The Target shellac is mainly for a barrier coat between the BLO and water-based lacquer, and to impart some more redness.

Does anyone have any feedback or recommendations?


----------



## Trapshter (Nov 5, 2011)

Two things why BLO and not a tung oil? Tung oil will give the same pop your looking for and it will dry . BLO will not ever really dry. 
Second ML cambell makes a van dike brown glaze in an oil base. It's thick you might want to thin a little with mineral spirts. The rest of your finish schuelude sounds right to me 
Good luck sounds like fun 
Jm


----------



## morty (Oct 11, 2010)

That's interesting that you recommend tung oil over BLO. According to Bob Flexner, true tung oil can take days longer to cure than BLO. Are you sure you weren't referring to something like Southerland and Wells Polymerized Tung Oil? It apparently is a mixture of linseed oil and tung oil that is heated in an inert gas to get crosslinking to occur. It sounds like it cures quite fast when exposed to air, and Flexner cautions that it can cure faster than it can be wiped off if working large areas.

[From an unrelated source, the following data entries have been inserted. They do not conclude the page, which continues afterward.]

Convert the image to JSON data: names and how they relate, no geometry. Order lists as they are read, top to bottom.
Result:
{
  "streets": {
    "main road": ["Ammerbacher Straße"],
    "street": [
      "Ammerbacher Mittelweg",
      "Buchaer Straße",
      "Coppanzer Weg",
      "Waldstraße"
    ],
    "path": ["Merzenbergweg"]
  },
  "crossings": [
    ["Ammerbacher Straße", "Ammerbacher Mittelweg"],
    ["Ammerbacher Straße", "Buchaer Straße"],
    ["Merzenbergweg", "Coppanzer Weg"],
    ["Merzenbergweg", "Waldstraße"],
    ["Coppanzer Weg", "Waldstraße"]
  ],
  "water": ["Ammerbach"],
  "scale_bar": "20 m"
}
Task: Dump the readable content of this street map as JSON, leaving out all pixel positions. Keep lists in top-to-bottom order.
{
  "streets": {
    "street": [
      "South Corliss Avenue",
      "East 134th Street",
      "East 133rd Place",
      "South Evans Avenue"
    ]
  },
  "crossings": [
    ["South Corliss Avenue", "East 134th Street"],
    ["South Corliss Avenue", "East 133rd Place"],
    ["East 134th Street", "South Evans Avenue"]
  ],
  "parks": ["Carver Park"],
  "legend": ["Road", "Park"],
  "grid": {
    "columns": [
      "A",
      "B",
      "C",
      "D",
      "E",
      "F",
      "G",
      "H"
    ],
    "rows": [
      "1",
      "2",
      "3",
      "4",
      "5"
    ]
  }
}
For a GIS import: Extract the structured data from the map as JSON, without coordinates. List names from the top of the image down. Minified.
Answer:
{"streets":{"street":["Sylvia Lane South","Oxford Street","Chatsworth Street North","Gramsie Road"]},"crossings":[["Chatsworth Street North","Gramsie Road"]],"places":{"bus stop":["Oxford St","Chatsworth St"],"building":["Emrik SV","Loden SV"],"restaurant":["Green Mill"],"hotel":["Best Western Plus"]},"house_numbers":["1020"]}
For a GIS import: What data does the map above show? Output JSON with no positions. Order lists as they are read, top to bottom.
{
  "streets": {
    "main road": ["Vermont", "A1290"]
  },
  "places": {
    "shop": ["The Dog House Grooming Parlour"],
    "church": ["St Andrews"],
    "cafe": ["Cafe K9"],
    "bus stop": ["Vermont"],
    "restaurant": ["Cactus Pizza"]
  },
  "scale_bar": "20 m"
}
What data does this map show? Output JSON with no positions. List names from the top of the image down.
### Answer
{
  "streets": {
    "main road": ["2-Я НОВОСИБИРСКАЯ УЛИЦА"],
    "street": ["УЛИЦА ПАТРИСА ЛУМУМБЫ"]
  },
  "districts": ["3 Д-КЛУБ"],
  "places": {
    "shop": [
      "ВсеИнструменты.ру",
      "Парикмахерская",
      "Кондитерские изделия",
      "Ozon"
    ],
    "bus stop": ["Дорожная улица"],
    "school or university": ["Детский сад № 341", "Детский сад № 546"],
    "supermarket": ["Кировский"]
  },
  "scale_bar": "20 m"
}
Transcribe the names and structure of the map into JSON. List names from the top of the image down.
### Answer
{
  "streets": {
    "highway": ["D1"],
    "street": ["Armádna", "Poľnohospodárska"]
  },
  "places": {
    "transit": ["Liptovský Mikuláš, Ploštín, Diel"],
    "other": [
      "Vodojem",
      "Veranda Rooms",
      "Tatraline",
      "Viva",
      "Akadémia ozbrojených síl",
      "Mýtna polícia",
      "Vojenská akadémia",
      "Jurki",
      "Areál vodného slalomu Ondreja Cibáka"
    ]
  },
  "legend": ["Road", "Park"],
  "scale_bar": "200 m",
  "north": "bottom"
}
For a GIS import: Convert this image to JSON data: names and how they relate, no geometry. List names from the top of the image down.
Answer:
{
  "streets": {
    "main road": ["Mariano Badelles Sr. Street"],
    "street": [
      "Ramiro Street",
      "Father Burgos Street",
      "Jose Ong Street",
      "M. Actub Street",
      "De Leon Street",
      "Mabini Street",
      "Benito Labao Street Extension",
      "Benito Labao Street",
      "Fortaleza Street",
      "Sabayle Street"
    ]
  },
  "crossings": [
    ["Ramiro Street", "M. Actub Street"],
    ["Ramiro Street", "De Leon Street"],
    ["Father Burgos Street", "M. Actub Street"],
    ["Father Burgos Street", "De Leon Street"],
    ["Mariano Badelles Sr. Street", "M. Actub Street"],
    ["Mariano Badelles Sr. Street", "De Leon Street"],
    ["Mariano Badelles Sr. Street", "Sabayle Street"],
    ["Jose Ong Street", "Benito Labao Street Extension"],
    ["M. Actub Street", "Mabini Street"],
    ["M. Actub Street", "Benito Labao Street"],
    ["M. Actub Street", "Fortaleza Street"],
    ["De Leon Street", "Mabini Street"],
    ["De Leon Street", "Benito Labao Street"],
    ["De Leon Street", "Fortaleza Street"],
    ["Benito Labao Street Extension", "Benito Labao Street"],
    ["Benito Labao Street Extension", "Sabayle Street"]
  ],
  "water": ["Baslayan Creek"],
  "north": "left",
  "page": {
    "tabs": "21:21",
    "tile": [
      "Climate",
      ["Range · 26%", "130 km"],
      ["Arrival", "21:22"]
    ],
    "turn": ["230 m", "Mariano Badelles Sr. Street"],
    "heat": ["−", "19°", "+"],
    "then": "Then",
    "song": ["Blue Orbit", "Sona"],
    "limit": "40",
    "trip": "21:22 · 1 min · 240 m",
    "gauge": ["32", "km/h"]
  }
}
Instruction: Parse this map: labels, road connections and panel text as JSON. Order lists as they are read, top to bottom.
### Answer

Thanks for the tip on the ML Cambell glaze!


----------



## Trapshter (Nov 5, 2011)

No morty I was not mistaking the two. Tung oil may take a day or two to dry. BLO will never dry. Look for yourself. If you have both BLO and TUNG OIL and if you have used both cans take a pocket knife to the spillage around the cap and see which one I'd hard and crusty and which one is soft and gooey. If both are unopened put a drop on a piece of glass then the other. look the next day. In fact come back to it a few times during the day and check the progress as the day goes on. You will see for yourself the BLO will always be soft never cured. Please look in the blog section a member has a great post on finishing. (thoughts on finishing).I promise you it's a good read. 
John


----------



## BobLang (Feb 2, 2009)

You're making it a lot more complicated than you need to. After fuming, it will look gray and bland. Shellac will take care of that, amber or garnet shellac will add some red tones and bring it back to more of a brown. I wait a couple of weeks for the shellac to cure, then use dark paste wax. That's authentic for early Stickley pieces. If you're concerned about durability, top coat the shellac with lacquer before the wax.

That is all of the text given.